AIM OF THE EXERCISE:
Search the entries for the word "lineWidth" and return every line where it is found.

○ ○ ○ ○

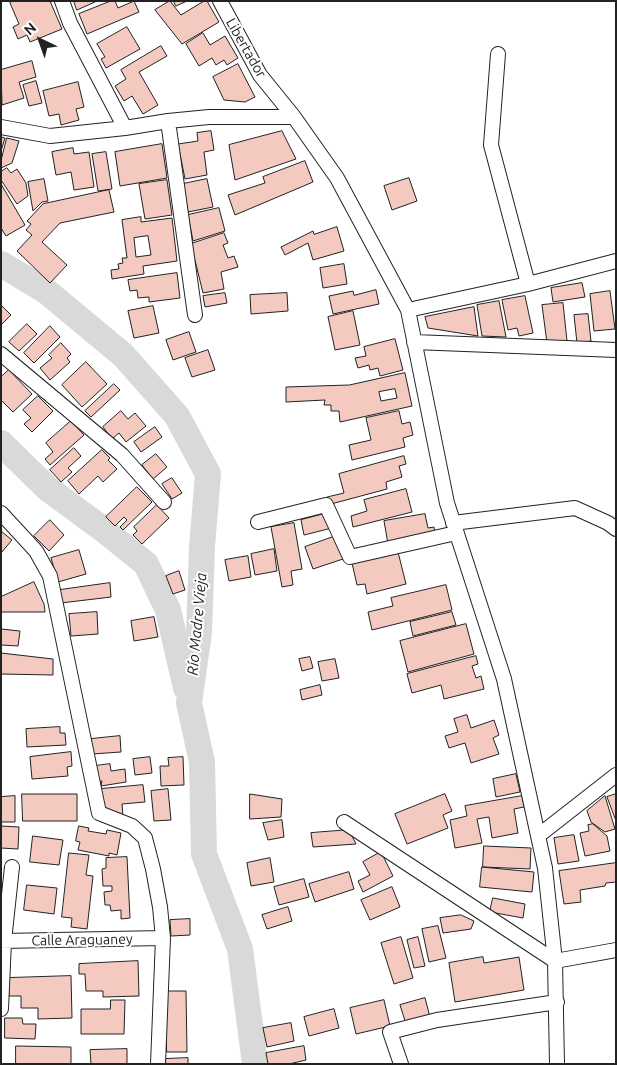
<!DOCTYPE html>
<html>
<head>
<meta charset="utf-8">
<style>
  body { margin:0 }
  #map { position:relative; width:617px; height:1065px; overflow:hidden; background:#fff; font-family:Ubuntu,sans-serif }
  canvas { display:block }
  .frame { position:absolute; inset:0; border:2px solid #222; pointer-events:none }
  .north { position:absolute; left:15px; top:15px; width:50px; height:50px; -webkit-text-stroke:4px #fff; paint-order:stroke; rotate:318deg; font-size:14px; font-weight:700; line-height:20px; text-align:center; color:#222 }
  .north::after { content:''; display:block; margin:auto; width:18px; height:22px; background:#222; clip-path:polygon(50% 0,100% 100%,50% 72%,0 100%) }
</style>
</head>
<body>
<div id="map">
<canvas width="617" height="1065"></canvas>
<div class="frame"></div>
<div class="north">N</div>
</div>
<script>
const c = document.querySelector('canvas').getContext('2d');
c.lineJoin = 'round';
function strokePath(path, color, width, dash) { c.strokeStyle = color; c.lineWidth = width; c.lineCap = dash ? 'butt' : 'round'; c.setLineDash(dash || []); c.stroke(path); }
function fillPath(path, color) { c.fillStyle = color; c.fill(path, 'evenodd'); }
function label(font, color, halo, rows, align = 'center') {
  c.font = font + ' Ubuntu,sans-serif'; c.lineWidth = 4; c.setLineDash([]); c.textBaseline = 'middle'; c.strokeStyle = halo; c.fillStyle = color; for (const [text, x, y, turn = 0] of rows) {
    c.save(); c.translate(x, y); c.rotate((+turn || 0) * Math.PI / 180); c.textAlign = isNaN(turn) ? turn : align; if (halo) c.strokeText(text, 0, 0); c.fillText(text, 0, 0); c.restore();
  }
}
const river = new Path2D(`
  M 1,264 L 46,291 L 123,355 L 177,416 L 208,474 L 202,547 L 199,633 L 189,703 L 202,762 L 204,854 L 240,949 L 255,1064
  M 1,443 L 47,488 L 104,530 L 146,564 L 168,610 L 186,688`);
const building = new Path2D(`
  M 13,1 L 50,1 L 62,29 L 30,42 L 27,35 L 18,39 L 13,27 L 19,24 L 10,3 Z
  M 74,1 L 97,1 L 77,10 Z
  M 111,1 L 115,1 L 118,8 L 134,1 L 139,12 L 87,34 L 79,14 Z
  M 170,1 L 181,15 L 204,1 L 207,1 L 219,22 L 182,44 L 155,10 Z
  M 174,1 L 187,1 L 176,6 Z
  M 127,27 L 140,49 L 106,68 L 101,59 L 105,57 L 97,44 Z
  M 203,33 L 210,45 L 225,36 L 238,58 L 227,65 L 224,60 L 216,65 L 212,58 L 199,66 L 186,44 Z
  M 161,46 L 167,56 L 139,72 L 158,105 L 143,114 L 132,96 L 124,101 L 115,86 L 126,79 L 121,70 Z
  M 32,61 L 36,77 L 19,82 L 24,98 L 2,105 L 1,70 Z
  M 238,64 L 255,97 L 245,102 L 224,100 L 213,77 Z
  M 36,81 L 42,103 L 29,106 L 23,85 Z
  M 78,82 L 84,107 L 76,109 L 79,120 L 61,125 L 59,114 L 49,116 L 43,91 Z
  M 211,131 L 214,150 L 204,152 L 207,175 L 185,179 L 178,144 L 198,141 L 197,133 Z
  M 282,131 L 296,159 L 235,180 L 229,145 Z
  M 1,137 L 5,138 L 1,151 Z
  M 7,138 L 19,141 L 12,163 L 1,168 L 1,161 Z
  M 162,144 L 167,178 L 120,186 L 115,152 Z
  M 73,148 L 74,154 L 89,152 L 94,187 L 74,190 L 71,172 L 56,175 L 52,152 Z
  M 106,152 L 112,189 L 98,191 L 92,154 Z
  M 305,161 L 313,182 L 235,215 L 228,195 L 265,183 L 263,177 Z
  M 7,168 L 11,173 L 17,169 L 26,183 L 28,196 L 17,204 L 1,180 L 1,172 Z
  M 409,178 L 417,201 L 392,210 L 384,186 Z
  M 44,179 L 48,201 L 42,202 L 33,211 L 28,182 Z
  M 207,179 L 213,207 L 188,212 L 183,184 Z
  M 167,180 L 172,215 L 145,219 L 139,184 Z
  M 1,184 L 25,225 L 6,236 L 1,228 Z
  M 109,190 L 114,212 L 60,223 L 42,242 L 67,265 L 50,283 L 17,251 L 32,235 L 26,230 L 31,224 L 27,221 L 43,204 Z
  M 219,208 L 225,231 L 193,241 L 188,215 Z
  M 141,217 L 141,222 L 172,218 L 177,261 L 143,266 L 144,274 L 112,279 L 111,270 L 119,269 L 118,264 L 123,263 L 122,258 L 127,258 L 122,220 ZM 148,236 L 151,255 L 136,257 L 134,238 Z
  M 337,227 L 344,251 L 313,260 L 308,243 L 285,255 L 281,247 L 313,231 L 314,234 Z
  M 224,233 L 228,243 L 223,245 L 228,258 L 234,256 L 238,267 L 221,272 L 224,289 L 203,293 L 191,244 Z
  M 344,264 L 347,284 L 323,288 L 320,268 Z
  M 177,273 L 180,298 L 149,302 L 149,297 L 138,298 L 137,290 L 130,291 L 128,280 Z
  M 582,283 L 585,297 L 553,302 L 551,288 Z
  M 376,290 L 379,304 L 333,314 L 329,296 L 353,291 L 354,295 Z
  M 610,291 L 615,329 L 594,331 L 590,294 Z
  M 225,293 L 227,303 L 205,307 L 203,296 Z
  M 287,293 L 288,311 L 251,314 L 250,295 Z
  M 525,296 L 533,333 L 519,336 L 517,328 L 508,330 L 502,300 Z
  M 499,301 L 506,337 L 482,336 L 477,305 Z
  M 563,303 L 567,341 L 547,343 L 542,305 Z
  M 1,305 L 11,315 L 1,325 Z
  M 153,306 L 159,333 L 134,338 L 128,311 Z
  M 474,307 L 478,336 L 428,328 L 425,317 Z
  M 353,311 L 360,345 L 335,350 L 328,317 Z
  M 588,314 L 591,341 L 577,343 L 574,315 Z
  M 27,324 L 37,334 L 19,351 L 9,342 Z
  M 50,326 L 60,337 L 34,363 L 24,353 Z
  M 189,332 L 196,352 L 173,360 L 166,340 Z
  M 395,339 L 403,370 L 380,376 L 378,368 L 370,370 L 369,365 L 358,368 L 355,358 L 366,356 L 364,347 Z
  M 61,343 L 71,354 L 67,358 L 70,362 L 50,380 L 40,368 L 52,358 L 49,355 Z
  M 208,350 L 215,370 L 192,377 L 185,358 Z
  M 86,362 L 107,384 L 82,407 L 62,385 Z
  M 9,370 L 32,394 L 13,412 L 1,400 L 1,377 Z
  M 405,373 L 412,406 L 340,422 L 339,411 L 331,411 L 331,405 L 324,405 L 325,400 L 286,402 L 286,387 L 349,385 ZM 395,389 L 397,398 L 381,401 L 379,392 Z
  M 114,384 L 120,390 L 91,417 L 85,411 Z
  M 38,396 L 53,411 L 32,432 L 24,424 L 31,418 L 23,410 Z
  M 121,411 L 128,419 L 135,413 L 146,426 L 126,442 L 119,433 L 112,439 L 103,427 Z
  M 399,411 L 402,424 L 410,422 L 413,435 L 403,438 L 405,447 L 352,460 L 349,445 L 371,440 L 366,418 Z
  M 71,421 L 84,435 L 50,465 L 45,459 L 53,452 L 46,443 Z
  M 155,427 L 162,437 L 141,452 L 134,442 Z
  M 74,448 L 81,456 L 68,468 L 72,472 L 61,482 L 50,470 Z
  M 102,450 L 110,458 L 108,460 L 117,469 L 103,482 L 98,476 L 79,494 L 68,481 Z
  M 156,454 L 167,467 L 153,479 L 142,465 Z
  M 404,456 L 406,464 L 399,466 L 402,477 L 386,482 L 387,489 L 331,504 L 327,497 L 344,493 L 339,474 Z
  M 172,478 L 182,493 L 172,499 L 162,484 Z
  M 137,487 L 152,502 L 123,530 L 120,527 L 127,520 L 124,517 L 115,526 L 106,517 Z
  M 406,489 L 412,512 L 353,527 L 351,516 L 367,511 L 364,500 Z
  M 157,505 L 169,518 L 142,544 L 133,535 L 137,531 L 134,527 Z
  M 328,513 L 332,528 L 304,535 L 301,520 Z
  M 425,514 L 428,528 L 434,527 L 435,535 L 388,544 L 384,521 Z
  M 50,520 L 64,535 L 49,551 L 34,536 Z
  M 294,523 L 302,569 L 291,571 L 293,585 L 282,587 L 271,527 Z
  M 1,531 L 12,540 L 1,553 Z
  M 336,536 L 343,559 L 313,569 L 305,547 Z
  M 274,549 L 277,571 L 255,575 L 251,554 Z
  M 79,550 L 86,574 L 58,582 L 51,558 Z
  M 398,552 L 406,584 L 367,594 L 365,584 L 357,585 L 352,563 Z
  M 248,556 L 251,577 L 229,581 L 225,560 Z
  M 179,571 L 185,590 L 173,594 L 166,576 Z
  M 34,582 L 44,604 L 45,612 L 1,612 L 1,597 Z
  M 110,583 L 111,597 L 61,603 L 60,590 Z
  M 446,585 L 452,610 L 372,630 L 368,612 L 393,606 L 391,598 Z
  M 97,612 L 98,634 L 71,636 L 69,614 Z
  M 452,612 L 456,625 L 413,636 L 410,622 Z
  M 154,617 L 158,637 L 134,641 L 131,621 Z
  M 466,624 L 474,654 L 408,672 L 400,641 Z
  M 1,629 L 20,631 L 18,646 L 1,645 Z
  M 1,653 L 53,659 L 53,675 L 1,674 Z
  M 476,656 L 478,664 L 472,666 L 476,678 L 481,676 L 484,689 L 444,699 L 441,685 L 412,693 L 407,674 Z
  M 310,657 L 313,668 L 302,671 L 299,659 Z
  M 335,659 L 339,678 L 322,681 L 318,662 Z
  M 320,685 L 322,695 L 302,700 L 300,690 Z
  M 467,715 L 471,728 L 494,720 L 499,735 L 493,738 L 499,754 L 471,763 L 465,743 L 449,748 L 445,736 L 458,732 L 454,719 Z
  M 60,727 L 60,733 L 65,733 L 66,745 L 27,747 L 26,729 Z
  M 120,736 L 121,752 L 92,754 L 91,739 Z
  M 71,752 L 72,766 L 67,767 L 68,776 L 32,779 L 30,757 Z
  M 150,757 L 152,773 L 135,775 L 133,759 Z
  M 183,757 L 184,785 L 161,786 L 160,766 L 169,766 L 168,758 Z
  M 110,764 L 111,771 L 125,769 L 126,782 L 101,786 L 102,781 L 96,782 L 95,766 Z
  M 516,774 L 520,792 L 496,797 L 493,779 Z
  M 143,785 L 145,802 L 122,804 L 123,816 L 103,807 L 101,789 Z
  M 168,789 L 171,820 L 154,821 L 151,791 Z
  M 22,794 L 77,794 L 77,821 L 23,821 Z
  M 250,794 L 282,799 L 281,817 L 250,819 Z
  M 445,794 L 452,811 L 443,815 L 448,828 L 407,844 L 395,814 Z
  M 616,794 L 616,821 L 607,797 Z
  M 15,796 L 15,822 L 1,822 L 1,797 Z
  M 522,796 L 524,807 L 514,809 L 518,833 L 492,838 L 489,817 L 477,819 L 482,843 L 455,848 L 450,820 L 467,816 L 465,806 Z
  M 605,796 L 615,829 L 605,832 L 591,822 L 587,811 Z
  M 282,820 L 284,837 L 268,840 L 263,823 Z
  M 593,824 L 607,836 L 610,851 L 585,856 L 580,833 L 589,831 L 588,825 Z
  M 1,826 L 19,827 L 18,849 L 1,848 Z
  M 79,826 L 89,828 L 88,831 L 106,834 L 107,830 L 121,833 L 117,855 L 109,853 L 109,856 L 78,850 L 80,842 L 76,841 Z
  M 349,830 L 356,844 L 313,847 L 311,833 Z
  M 574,835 L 579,861 L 558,864 L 554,838 Z
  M 33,836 L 63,840 L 59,865 L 30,862 Z
  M 484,846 L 531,848 L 530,869 L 483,867 Z
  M 381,852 L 393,876 L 363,892 L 358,881 L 370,875 L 363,862 Z
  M 69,853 L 89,855 L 86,875 L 93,876 L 87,929 L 71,927 L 72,918 L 62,917 Z
  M 127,857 L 130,918 L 121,919 L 121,910 L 111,911 L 110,905 L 105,905 L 104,892 L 112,891 L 112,886 L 103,886 L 102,869 L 106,868 L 106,858 Z
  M 270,858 L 274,882 L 251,886 L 247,863 Z
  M 616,863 L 616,882 L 606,883 L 605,886 L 580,890 L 581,902 L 564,904 L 559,871 Z
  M 482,867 L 534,872 L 532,892 L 480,887 Z
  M 349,872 L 354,889 L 315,902 L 309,884 Z
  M 304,879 L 309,897 L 279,905 L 274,887 Z
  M 27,885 L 57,888 L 54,914 L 24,910 Z
  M 392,887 L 400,907 L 370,920 L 361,900 Z
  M 493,898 L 525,904 L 523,918 L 490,912 Z
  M 288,907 L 292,921 L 267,929 L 262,915 Z
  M 461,915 L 474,921 L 471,929 L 443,933 L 440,918 Z
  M 190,919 L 190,935 L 171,936 L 170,920 Z
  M 438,926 L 446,958 L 429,962 L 422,929 Z
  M 401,937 L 413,978 L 394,984 L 381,943 Z
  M 418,937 L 425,966 L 414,968 L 407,940 Z
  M 483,957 L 484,963 L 519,957 L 524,990 L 455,1002 L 449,963 Z
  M 138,961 L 139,996 L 103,997 L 103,991 L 86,991 L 85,974 L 79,974 L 79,964 Z
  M 71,976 L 72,1018 L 38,1019 L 38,1008 L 21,1008 L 21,996 L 9,996 L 8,978 Z
  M 166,991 L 186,991 L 187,1052 L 167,1052 Z
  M 425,998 L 430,1017 L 406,1024 L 400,1005 Z
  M 111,1000 L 125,1000 L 124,1034 L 81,1034 L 81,1009 L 110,1009 Z
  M 384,1000 L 390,1026 L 356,1034 L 350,1008 Z
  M 334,1009 L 339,1028 L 309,1036 L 304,1017 Z
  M 5,1018 L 22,1018 L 23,1024 L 36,1024 L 35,1039 L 5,1038 Z
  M 291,1023 L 294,1041 L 267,1047 L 263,1028 Z
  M 16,1046 L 71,1047 L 71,1064 L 16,1064 Z
  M 304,1046 L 306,1060 L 289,1064 L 268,1064 L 266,1053 Z
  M 127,1049 L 127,1064 L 91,1064 L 90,1050 Z
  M 188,1058 L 188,1064 L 166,1064 L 165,1059 Z`);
const street = new Path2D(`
  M 62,1 L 70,23 L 125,128
  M 220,1 L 260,75 L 294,117 L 337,178 L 408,310 L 447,503 L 504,679 L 545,868 L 555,961 L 557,1064
  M 498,54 L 491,145 L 528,284
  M 168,121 L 195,315
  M 1,127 L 50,136 L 125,128 L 168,121 L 209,117 L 294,117
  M 408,310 L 528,284 L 616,261
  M 414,342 L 616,350
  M 1,354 L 122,455 L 164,502
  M 1,513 L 36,551 L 50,576 L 99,813 L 132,826 L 145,838 L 153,869 L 160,907 L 163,938 L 158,1064
  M 258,522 L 326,505 L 350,557 L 456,533
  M 453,523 L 575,508 L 608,523 L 616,529
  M 344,822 L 555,961 L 616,950
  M 538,836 L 616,775
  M 1,941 L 163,938
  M 1,1009 L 4,941 L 12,867
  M 401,1064 L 390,1032 L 437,1020 L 557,1002`);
const streetNames = [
  ["Libertador",246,48,60],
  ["Calle Araguaney",82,940,-1]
];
const waterNames = [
  ["Río Madre Vieja",197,624,-85]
];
strokePath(river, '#d9d9d9', 26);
fillPath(building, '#f3c9c0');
strokePath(building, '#222', 1);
strokePath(street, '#222', 16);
strokePath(street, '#fff', 14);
label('14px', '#222', '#fff', streetNames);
label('italic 15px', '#222', '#fff', waterNames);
</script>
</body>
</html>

○ ○ ○ ○

ANSWER SPACE:
function strokePath(path, color, width, dash) { c.strokeStyle = color; c.lineWidth = width; c.lineCap = dash ? 'butt' : 'round'; c.setLineDash(dash || []); c.stroke(path); }
  c.font = font + ' Ubuntu,sans-serif'; c.lineWidth = 4; c.setLineDash([]); c.textBaseline = 'middle'; c.strokeStyle = halo; c.fillStyle = color; for (const [text, x, y, turn = 0] of rows) {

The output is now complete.